The conditions in these spots make them less attractive than the sun-soaked beaches of Bali or Hawaii. But for Drogaikin, his first wave in Russia — on the Kamchatka Peninsula — was an emotional one.

“The feeling you get when you’re riding a wave in your motherland, against a backdrop of volcanoes and with friends is really powerful,” Drogaikin said. “I experience the strongest emotions when I surf in Russia because I am at home.”

					Competitive surfer Yevgeny Isakov says it will take several generations for surfers to be seen as professional athletes in Russia.					 					Courtesy of Yevgeny Isakov
Competitive surfer Yevgeny Isakov says it will take several generations for surfers to be seen as professional athletes in Russia. Courtesy of Yevgeny Isakov

Rasshivayev, who worked as a surfing instructor in Europe and the Dominican Republic, was hit with the same euphoria when he rode his first wave in the Russian Far East city of Vladivostok.

 It was “absolutely unbelievable,” he said. “At that moment I understood perfectly that the surfing journey of my life brought me back to my native country.”

 But it is the sub-zero temperatures and price of getting to these remote regions that concern many other Russian surfers, including Darya Strekalina, a research assistant at the National University of Science and Technology. She has surfed in Morocco and the Dominican Republic, but never in Russia.

 “It costs about the same to go to Kamchatka as a trip to Bali,” Strekalina explained to The Moscow Times. “And Russians are more likely to go to Bali. Kamchatka is more for fanatics.”

 It was this kind of skepticism that motivated Tatiana Tsibikova to found the Surfest Russia festival three years ago. After a surfing trip to Murmansk, in northwestern Russia, Tsibikova says she came back “changed” and became a staunch campaigner for surfing in Russia.

 With Surfest — a day of lectures, activities and exhibits — she tries to encourage Muscovites to take up surfing; she wants them to know that it is possible to surf at home.

 “A lot of people laugh or are surprised. Surfing in Moscow? We don’t even have a sea, not to mention an ocean,” Tsibikova says, echoing the disbelief she hears. “It will take time to show them that it is possible to surf in Russia.” 

Tokyo 2020

 Since surfing was included on the Olympic agenda in 2016, there has been growing interest in competitive surfing across the country. A national surfing championship starting this summer in Kaliningrad, St. Petersburg and Sochi will determine who is eligible to compete for places on Russia’s Olympic team. 

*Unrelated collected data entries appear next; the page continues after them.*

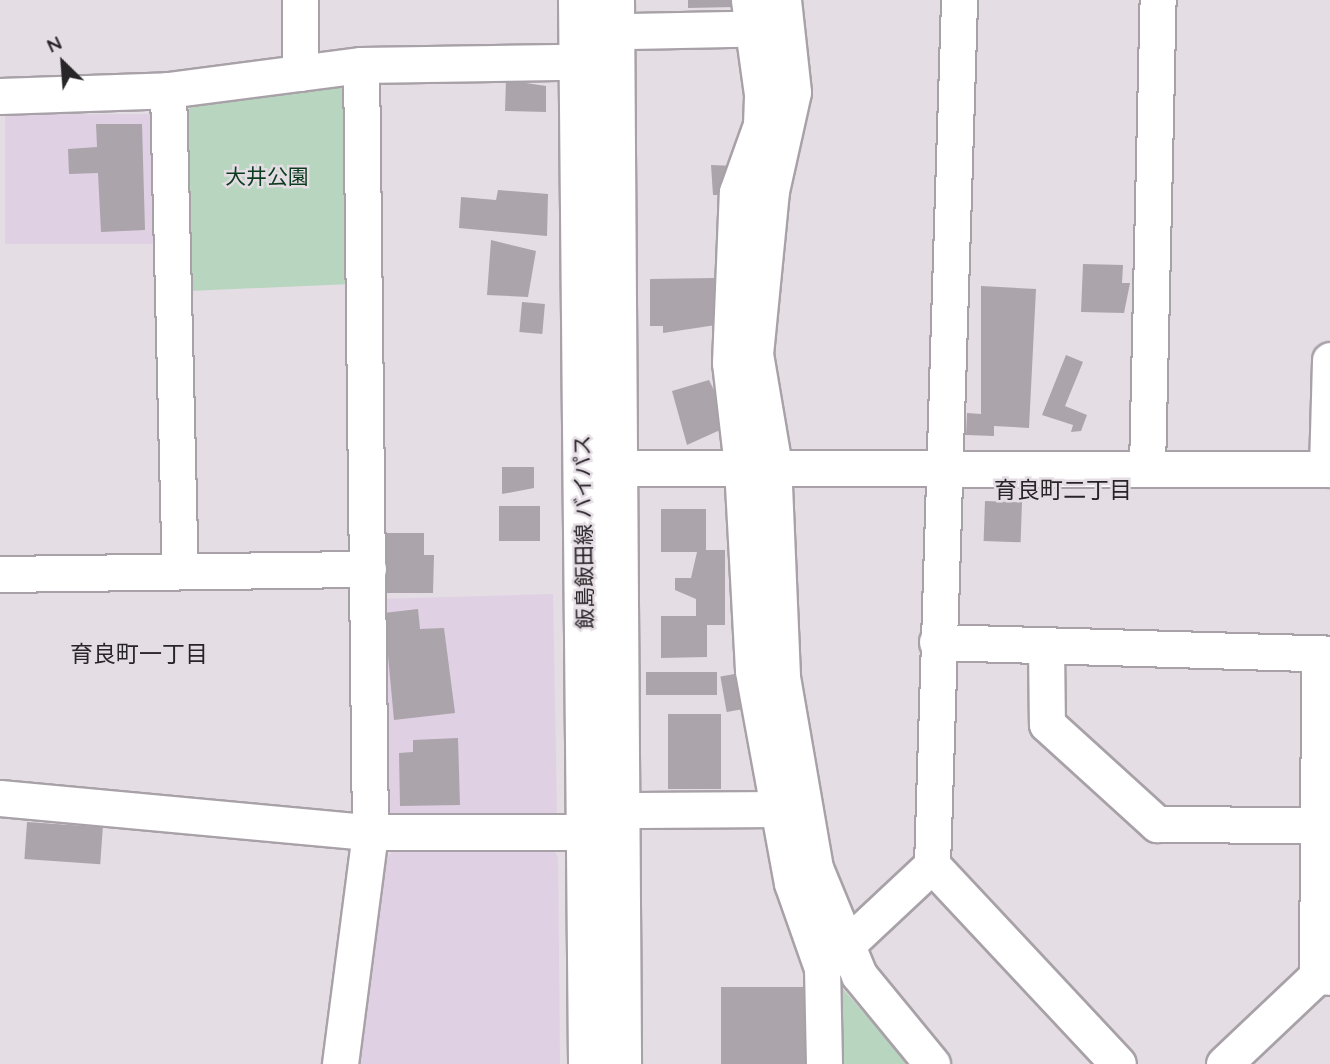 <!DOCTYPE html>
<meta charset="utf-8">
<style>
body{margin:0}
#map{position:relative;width:1330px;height:1064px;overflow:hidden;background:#e4dde4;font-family:Quicksand,"Noto Sans JP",sans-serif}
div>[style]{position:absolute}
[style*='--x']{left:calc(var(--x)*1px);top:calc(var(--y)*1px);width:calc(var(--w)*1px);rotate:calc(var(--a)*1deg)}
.commercial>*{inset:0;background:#dfd0e3;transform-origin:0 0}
.green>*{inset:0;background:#b8d5bf}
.building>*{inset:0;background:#aba4ab;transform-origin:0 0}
.roads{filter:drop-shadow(2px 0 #a8a2a8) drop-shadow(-2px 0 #a8a2a8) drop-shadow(0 2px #a8a2a8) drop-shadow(0 -2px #a8a2a8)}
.minor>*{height:35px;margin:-17.5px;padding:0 17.5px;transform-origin:17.5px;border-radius:17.5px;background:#fff}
.major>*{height:38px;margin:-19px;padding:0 19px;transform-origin:19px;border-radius:19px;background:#fff}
span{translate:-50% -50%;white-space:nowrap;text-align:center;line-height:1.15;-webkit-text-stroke:5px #e4dde4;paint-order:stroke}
.park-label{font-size:21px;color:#0c3b1f}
.street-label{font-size:21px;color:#282528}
.neighbourhood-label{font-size:23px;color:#282528}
.north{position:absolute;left:28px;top:28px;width:70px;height:70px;-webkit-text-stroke:5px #e4dde4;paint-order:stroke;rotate:335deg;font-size:19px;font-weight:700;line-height:28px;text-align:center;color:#282528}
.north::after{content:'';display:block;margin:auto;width:24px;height:32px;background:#282528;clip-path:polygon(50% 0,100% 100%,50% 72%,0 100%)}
</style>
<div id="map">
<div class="commercial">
<div style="left:5px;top:114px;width:154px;height:130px"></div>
<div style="clip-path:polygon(553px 594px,557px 816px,393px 820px,382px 802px,380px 599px)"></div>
<div style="clip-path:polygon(398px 844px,552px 845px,558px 858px,560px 1064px,357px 1064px,387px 858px)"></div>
</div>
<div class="green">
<div style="clip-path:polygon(346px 83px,351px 284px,189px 291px,185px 115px,193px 104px)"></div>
<div style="clip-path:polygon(843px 989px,909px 1064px,841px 1064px)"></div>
</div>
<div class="building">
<div style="clip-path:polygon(688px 0,734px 0,735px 7px,688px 8px)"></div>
<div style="clip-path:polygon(506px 80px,546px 86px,546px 112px,505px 111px)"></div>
<div style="clip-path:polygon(96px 124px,142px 124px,145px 230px,101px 232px,98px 173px,69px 174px,68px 149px,97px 147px)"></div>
<div style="clip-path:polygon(711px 165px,735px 166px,729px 195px,713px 195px)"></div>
<div style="clip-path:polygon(498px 190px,548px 194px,547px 236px,459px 228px,461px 197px,496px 200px)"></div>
<div style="clip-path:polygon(491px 240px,536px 251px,528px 297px,487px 295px)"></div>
<div style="clip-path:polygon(1083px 264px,1123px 265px,1122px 283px,1130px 283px,1124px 313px,1081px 312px)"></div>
<div style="clip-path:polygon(715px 278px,716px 325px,663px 333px,663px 326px,650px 326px,650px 279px)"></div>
<div style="clip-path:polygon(981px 286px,1036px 289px,1029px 428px,994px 426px,994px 436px,966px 435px,967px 413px,981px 414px)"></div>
<div style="left:522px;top:302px;width:23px;height:30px;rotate:5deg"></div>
<div style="clip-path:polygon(1066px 355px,1083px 362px,1065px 406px,1087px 415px,1081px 431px,1071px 432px,1073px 425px,1042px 415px)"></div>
<div style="clip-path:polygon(709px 380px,731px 425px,687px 445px,672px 391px)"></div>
<div style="clip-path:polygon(502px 467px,534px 467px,534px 488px,502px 494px)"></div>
<div style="left:985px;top:501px;width:37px;height:40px;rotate:2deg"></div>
<div style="left:499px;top:506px;width:41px;height:35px"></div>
<div style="clip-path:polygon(661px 509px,706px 509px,706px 550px,725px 550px,725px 625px,707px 625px,707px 657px,661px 658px,661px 616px,696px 616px,696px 599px,675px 590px,675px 578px,691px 578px,697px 552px,661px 552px)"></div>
<div style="clip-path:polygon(387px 533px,424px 533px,424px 555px,434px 555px,433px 593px,386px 593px)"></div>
<div style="clip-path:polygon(418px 609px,420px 629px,444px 628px,455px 713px,394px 720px,384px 613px)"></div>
<div style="left:717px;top:672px;width:23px;height:71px;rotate:90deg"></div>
<div style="left:746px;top:672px;width:36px;height:26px;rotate:80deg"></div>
<div style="left:668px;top:714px;width:53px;height:75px"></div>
<div style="clip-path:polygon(458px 738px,460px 805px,400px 806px,399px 753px,413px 752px,413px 740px)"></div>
<div style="left:27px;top:822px;width:76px;height:37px;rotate:4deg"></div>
<div style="left:721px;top:987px;width:91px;height:77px"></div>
</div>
<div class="roads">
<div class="minor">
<div style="--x:300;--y:0;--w:73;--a:90"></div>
<div style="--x:635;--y:31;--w:140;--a:-1.2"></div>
<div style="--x:168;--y:90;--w:481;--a:88.6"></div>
<div style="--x:0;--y:96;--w:168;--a:-2"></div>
<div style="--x:168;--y:90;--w:195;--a:-7.4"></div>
<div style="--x:361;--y:65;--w:246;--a:-0.9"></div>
<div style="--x:742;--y:466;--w:104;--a:-96.6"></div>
<div style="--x:730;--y:363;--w:171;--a:-87.7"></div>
<div style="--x:737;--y:192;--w:71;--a:-70.3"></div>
<div style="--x:761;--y:125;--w:31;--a:-88"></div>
<div style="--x:762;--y:94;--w:95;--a:-97.9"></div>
<div style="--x:774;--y:466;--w:114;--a:-99.6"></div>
<div style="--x:755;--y:354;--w:164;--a:-84.4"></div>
<div style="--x:771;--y:191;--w:101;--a:-77.5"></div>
<div style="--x:793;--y:92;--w:93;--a:-96.2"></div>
<div style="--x:592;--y:468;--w:738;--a:0.08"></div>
<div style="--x:1147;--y:468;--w:468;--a:-88.7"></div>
<div style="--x:1327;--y:469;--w:109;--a:-88.4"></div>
<div style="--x:743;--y:485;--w:186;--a:86.9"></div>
<div style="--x:753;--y:671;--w:216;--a:79.6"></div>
<div style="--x:792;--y:883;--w:90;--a:70.6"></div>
<div style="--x:822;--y:968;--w:96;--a:88.8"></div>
<div style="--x:774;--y:485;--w:192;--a:87.6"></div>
<div style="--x:782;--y:677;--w:194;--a:80.2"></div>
<div style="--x:815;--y:868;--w:116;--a:67.6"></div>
<div style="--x:859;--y:975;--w:115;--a:50.6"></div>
<div style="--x:0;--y:574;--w:368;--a:-0.8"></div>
<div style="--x:937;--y:642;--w:393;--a:1.7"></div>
<div style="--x:1046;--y:647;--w:77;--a:89.3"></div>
<div style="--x:1047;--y:724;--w:149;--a:42.3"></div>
<div style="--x:1157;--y:824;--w:161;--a:0.4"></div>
<div style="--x:0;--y:798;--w:372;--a:5.3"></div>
<div style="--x:370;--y:832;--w:245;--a:0"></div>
<div style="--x:637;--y:810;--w:141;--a:-0.4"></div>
<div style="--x:932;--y:865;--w:272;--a:46.9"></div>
<div style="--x:822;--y:968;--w:151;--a:-43.1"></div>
<div style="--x:932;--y:865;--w:865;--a:-88.21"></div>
<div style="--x:1317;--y:976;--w:322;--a:-89.6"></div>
<div style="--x:340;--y:1064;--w:234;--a:-82.6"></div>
<div style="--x:370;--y:832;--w:767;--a:-90.67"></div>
<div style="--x:1224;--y:1064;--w:128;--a:-43.4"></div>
<div style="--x:1317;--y:976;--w:13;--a:4"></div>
</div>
<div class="major">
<div style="--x:578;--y:0;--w:1064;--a:89.46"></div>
<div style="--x:615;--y:0;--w:1064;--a:89.62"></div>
</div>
</div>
<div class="park-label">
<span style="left:267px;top:176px">大井公園</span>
</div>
<div class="street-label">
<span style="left:583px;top:532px;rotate:-91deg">飯島飯田線 バイパス</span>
</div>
<div class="neighbourhood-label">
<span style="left:1063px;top:490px">育良町二丁目</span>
<span style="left:139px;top:654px">育良町一丁目</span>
</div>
<div class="north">N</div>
</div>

But Yevgeny Isakov, a Kaliningrad native who started the Konig Surf Club in his hometown and has surfed competitively for Russia, says the sport still struggles to be taken seriously. 

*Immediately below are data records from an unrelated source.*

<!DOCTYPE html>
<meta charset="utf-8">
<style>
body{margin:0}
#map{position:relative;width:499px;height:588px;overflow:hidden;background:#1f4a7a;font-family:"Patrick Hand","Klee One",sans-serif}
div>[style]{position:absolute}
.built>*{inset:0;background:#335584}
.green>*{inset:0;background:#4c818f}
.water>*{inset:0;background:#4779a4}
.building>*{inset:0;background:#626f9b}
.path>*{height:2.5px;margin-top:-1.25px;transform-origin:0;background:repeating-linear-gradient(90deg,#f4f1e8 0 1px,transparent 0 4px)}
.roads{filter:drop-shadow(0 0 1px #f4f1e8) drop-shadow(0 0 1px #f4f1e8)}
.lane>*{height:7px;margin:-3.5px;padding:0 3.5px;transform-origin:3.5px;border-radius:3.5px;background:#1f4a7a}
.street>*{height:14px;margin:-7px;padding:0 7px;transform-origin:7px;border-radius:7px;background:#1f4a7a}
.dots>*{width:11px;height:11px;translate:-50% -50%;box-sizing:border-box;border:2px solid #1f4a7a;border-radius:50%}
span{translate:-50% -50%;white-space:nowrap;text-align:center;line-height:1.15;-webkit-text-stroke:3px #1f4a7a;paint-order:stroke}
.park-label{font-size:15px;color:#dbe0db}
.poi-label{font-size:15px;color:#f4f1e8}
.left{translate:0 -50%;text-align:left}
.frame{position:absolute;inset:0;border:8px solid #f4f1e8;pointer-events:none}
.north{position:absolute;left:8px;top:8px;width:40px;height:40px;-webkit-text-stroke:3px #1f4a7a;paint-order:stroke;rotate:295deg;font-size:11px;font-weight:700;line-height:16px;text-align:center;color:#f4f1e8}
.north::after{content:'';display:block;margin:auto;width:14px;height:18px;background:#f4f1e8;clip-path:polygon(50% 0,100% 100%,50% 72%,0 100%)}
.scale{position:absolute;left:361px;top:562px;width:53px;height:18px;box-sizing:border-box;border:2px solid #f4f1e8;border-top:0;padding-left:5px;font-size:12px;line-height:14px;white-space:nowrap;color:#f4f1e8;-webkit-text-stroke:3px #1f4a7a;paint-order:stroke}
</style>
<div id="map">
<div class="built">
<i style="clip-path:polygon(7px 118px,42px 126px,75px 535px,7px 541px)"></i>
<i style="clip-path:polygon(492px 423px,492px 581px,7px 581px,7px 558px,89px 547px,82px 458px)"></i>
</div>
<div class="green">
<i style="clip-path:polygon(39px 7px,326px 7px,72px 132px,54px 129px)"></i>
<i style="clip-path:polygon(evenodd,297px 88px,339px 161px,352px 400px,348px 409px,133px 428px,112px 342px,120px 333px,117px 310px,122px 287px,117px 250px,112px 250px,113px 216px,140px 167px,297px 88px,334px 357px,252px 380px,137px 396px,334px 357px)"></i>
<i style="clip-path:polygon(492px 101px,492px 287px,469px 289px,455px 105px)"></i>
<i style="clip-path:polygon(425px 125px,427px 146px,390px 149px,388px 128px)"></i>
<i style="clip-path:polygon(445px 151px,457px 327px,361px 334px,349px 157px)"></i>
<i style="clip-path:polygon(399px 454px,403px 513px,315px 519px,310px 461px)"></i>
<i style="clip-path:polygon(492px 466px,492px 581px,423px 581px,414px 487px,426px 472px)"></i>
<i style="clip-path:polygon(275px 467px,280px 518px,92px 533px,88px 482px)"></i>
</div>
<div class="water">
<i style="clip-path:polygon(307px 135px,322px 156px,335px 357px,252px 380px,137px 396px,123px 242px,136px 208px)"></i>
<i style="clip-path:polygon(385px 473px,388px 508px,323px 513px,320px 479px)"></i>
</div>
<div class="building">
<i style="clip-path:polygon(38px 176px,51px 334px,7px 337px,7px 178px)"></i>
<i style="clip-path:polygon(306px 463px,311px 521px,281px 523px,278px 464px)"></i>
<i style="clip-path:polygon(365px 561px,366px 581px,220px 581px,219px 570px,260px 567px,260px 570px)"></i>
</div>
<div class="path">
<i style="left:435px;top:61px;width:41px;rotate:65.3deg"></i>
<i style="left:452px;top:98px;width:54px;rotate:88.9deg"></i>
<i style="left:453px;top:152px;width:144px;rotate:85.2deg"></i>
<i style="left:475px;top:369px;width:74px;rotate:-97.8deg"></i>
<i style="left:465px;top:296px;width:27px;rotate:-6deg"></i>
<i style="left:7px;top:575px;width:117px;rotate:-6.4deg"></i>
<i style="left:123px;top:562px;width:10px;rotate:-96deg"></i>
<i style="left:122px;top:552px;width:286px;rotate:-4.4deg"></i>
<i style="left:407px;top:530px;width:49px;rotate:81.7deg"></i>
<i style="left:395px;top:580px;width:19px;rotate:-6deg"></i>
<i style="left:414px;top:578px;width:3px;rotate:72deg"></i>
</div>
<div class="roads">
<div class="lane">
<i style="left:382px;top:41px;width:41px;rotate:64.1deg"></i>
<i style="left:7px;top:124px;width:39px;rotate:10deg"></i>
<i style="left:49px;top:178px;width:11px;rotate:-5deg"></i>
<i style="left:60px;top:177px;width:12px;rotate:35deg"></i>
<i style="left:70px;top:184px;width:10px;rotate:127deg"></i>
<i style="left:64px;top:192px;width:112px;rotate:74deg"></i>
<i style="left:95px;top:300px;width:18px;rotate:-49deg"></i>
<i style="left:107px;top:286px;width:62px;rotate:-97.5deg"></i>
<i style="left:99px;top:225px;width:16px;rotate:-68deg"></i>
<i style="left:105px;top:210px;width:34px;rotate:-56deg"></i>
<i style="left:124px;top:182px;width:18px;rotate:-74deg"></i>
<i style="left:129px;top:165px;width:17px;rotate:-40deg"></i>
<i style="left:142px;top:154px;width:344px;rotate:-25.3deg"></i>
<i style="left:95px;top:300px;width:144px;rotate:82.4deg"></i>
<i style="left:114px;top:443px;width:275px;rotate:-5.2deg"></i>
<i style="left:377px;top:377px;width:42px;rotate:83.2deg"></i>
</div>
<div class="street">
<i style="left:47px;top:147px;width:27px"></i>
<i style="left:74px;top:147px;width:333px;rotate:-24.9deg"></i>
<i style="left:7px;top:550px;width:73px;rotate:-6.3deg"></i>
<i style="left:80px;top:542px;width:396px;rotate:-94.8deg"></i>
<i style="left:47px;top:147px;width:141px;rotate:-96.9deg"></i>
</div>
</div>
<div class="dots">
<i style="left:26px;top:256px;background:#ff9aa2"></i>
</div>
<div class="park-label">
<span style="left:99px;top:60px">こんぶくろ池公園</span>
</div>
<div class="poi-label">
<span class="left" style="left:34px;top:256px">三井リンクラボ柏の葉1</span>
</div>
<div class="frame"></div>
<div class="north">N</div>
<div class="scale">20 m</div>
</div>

 “The term ‘professional surfer’ is something of a fantasy right now,” he says. “Several generations need to pass until surfers are seen as professional athletes.”

 Still, Russian surfing has come on leaps and bounds since Rasshivayev first saw “Point Break.”

 A surfing federation, headed by Rasshivayev, was established in 2008. In 2015 surfing was recognized as an official sport by the Russian government. Competitions have been held regularly since 2010 and the federation is looking for partners to build an artificial wave pool in Moscow.

 “I am unbelievably jealous of them all,” Rasshivayev said of Russia’s budding surfers and the relative ease with which they can take up the sport. “For me, getting into surfing required a lot of determination.”